Mystique is a Virtue.

There's that saying: any publicity is good publicity. I've always thought it sums up society nowadays- looking at Britain's somewhat unique celebrity culture. All those D-list celebrities who make their name based on "show-mance" and trashy behaviour just go to show that publicity= money and fame. These people shouldn't even get an acknowledgement, but they end up plaguing our screens with "their story" that is often comparable to watching paint dry. But still we love a scandal and we love a gossip.

The astonishing thing is that the majority of these "stars" have no talent- they do anything to get their column-inches. So what about those who do have talent, but are still very much in the public eye? Is it always a good thing?

I am referring, of course, to the recent shock involving John Galliano. The reports are still unconfirmed, and I do feel that the claims are probably way off the mark, but Galliano's supposed anti-Semitic rants may have cost him his position at the house of Dior, and he is currently suspended.

This is a man often referred to as a genius of the fashion world.

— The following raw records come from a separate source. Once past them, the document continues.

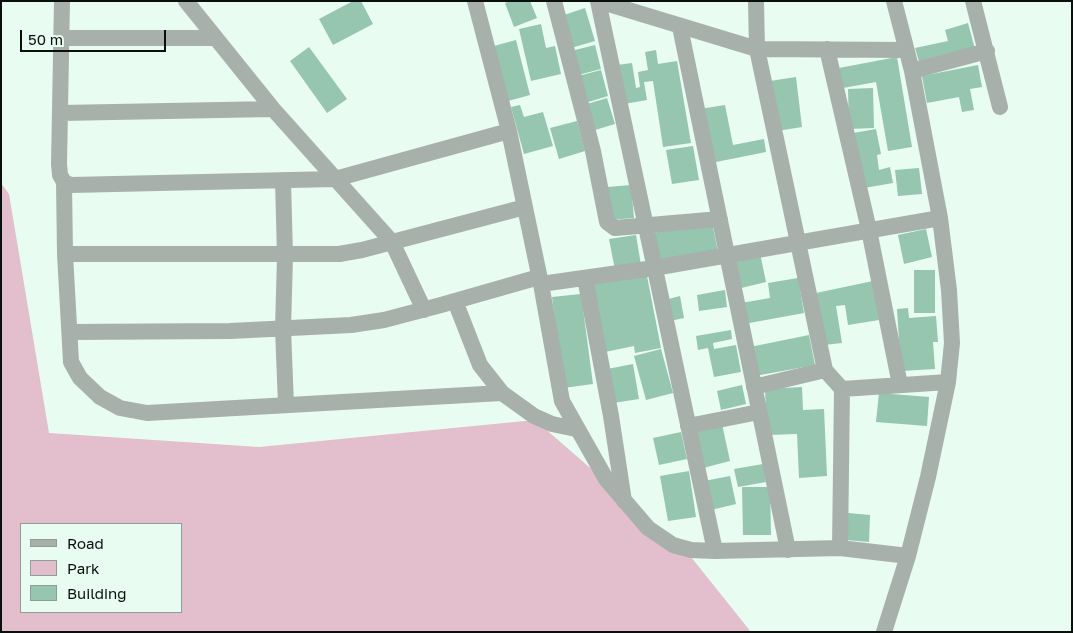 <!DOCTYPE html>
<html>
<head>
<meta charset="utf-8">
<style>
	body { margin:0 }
	#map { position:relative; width:1073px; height:633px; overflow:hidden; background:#e8fcf2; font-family:"Golos Text",sans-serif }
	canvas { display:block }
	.frame { position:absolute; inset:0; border:2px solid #090f0c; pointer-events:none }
	.legend { position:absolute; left:20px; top:523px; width:162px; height:90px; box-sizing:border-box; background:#e8fcf2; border:1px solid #8f9d96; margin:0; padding:6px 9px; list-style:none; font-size:15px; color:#090f0c }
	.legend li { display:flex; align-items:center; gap:10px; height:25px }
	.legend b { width:25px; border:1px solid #8f9d96 }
	.scale { position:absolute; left:20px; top:30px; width:146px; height:22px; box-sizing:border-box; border:2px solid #090f0c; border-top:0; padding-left:6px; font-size:15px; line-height:18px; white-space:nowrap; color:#090f0c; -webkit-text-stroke:4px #e8fcf2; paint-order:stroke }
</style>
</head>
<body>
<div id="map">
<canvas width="1073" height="633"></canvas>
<div class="frame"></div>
<ul class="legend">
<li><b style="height:6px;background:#a8b0ac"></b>Road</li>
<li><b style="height:14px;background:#e3becc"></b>Park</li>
<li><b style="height:14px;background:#96c5b0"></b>Building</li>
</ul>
<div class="scale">50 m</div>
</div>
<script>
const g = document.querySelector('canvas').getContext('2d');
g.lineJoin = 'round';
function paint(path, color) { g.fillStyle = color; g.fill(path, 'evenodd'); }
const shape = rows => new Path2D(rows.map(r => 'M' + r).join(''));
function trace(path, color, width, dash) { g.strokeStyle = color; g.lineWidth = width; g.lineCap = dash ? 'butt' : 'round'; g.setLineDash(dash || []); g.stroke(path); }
paint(shape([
	[1,183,9,194,49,433,259,447,535,420,687,552,751,632,1,632],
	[21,524,181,524,181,612,21,612]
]), '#e3becc');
paint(shape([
	[353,1,361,1,373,24,333,45,319,19],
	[510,1,530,1,537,18,514,27,505,3],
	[585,8,595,41,571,48,561,16],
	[968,23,975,49,920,65,915,48,948,41,945,30],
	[541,24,546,48,555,46,561,74,531,81,519,29],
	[516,40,530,95,508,101,494,46],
	[595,45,601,69,578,75,571,51],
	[309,47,347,99,327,113,290,61],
	[656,50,658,64,677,61,691,143,663,147,653,81,644,82,647,100,624,104,617,65,632,63,636,88,640,87,638,72,648,70,645,52],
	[897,57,912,147,888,151,876,82,843,88,839,68],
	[978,65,982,87,970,89,974,110,962,112,959,97,927,103,922,76],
	[601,70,608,96,585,103,578,76],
	[796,77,802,127,777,131,770,81],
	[873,88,874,128,849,129,848,89],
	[607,98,615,124,595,130,587,104],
	[520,105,524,117,543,112,553,146,524,154,511,107],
	[725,105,733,145,764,139,766,152,711,163,700,109],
	[577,121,585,151,559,159,550,128],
	[876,129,881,154,877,155,879,170,890,167,893,183,864,188,853,133],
	[693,146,699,180,672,184,666,150],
	[919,168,922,194,898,196,895,170],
	[631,185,634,218,610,220,607,187],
	[712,222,718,252,658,263,652,233],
	[926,229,932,257,904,264,898,235],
	[636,235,641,265,615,270,609,239],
	[760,253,766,282,737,289,731,260],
	[914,270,935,270,935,313,914,313],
	[646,271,661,348,635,353,634,346,605,352,591,282],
	[798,278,804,313,744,324,741,303,770,298,768,283],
	[873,281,879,320,848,325,845,305,836,306,842,343,824,345,816,293],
	[725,290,727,307,699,311,697,295],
	[581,294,593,384,563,388,552,297],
	[680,296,684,318,670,321,665,300],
	[908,308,909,318,936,316,938,342,933,342,935,369,901,371,897,309],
	[731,330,732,339,713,343,714,349,736,345,741,372,714,377,708,348,698,350,696,336],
	[809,335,815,365,755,376,750,347],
	[661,349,673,393,646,400,634,356],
	[633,364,639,399,613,403,607,369],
	[742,385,746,404,721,410,717,391],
	[802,387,803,410,824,409,827,476,799,478,797,434,767,435,765,389],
	[879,393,929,397,927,426,876,422],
	[722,424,730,461,703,468,695,431],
	[681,432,687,459,659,465,653,438],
	[763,464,766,482,738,487,734,469],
	[689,471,696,517,668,521,660,476],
	[730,476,736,504,711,510,704,481],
	[742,487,770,487,771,535,743,535],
	[848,513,870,515,869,542,846,540]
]), '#96c5b0');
trace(shape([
	[62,1,59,164,60,175,64,182,71,185,335,179,509,131],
	[186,1,273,109,392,242,424,310],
	[475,1,509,131,541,284,562,401,606,479,648,528,673,545,691,550,715,551],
	[554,1,593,151,607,222,615,228,720,219],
	[598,1,715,551,840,548,908,556],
	[599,1,757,49,906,50],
	[756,1,757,49,825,370,842,389,840,548],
	[973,1,1000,107],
	[680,27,788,550],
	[63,38,215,38],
	[827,49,869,230,900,385],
	[912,71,987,51],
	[61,113,273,109],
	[283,181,285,256,283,329,286,405],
	[64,182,65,254,71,362,80,378,100,397,120,408,147,413,502,393],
	[65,254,339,254,362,250,525,207],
	[585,278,611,416,624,501],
	[541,284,654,268,940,218],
	[455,301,480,365,502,393,534,416,552,424,576,429],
	[70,332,230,331,351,325,384,320,441,305,539,277],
	[754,387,825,370],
	[842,389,948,382],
	[688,426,759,412],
	[884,632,908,556,928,477,948,382,952,343,949,290,940,218,912,71,894,1]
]), '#a8b0ac', 16);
</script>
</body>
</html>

His work at both Galliano and with Dior has always been praised and adored by the industry, he is an artist and everything he turns his hand to is almost fantasy. A graduate of Central St. Martins, his first collection was sold in it's entirety to Browns in London- very impressive for someone so little known. Then he became a darling of that glamourous jet-set with Testino, Kate Moss and the like. He is one of the biggest legends of fashion design- but his brilliance was always accompanied by this celebrity. The celebrity factor that could ruin his reputation.

It's a really sad thought that even if Galliano's name is cleared, people will associate this with him and it could detract from his extraordinary work. It goes to show that a lot can be said for keeping a low profile in the fashion industry. If Galliano wasn't so outrageously flamboyant and so well known, maybe this incident would have been much more subtle. It just seems an awful waste.

There are designers who use their fame to boost their sales and market, but it can overshadow their work. As far as fashion is concerned- people are just as drawn to mystery and ambiguity, as they are to flash parties and A-list connections. The total genius of Martin Margiela is an obvious example, if an extreme. He allows no photos, no interviews and resides backstage during his shows. He lets his work do the talking, shunning all that extrovert glamour that adds value to brands like Dolce and Gabbana and Versace. His whole philosophy is something unique in fashion- he is a pioneer of deconstructionism, and his mystery just adds to his success. It's not a mass-market brand that everyone gets excited about when you sport the latest collection, it's all about the garment.

Drama does bring recognition- just look at how many people claim McQueen as their favourite designer, where they probably didn't even acknowledge him before his tragic death. He was a total innovator, a unique and extraordinary talent- but he knew where to draw the line between fashion and stardom. And this is admirable.

I'm not saying that every designer should hide away, it would be no fun! I love Galliano's spectacle- coming out at the end of every show in a fabulous costume- I love Marc Jacobs for having himself as the face of his latest aftershave. I just think there should be a balance, like that championed by Miuccia Prada, Pheobe Philo, Hussein Chalayan- keep yourself a part of the industry, but don't let it detract from your work.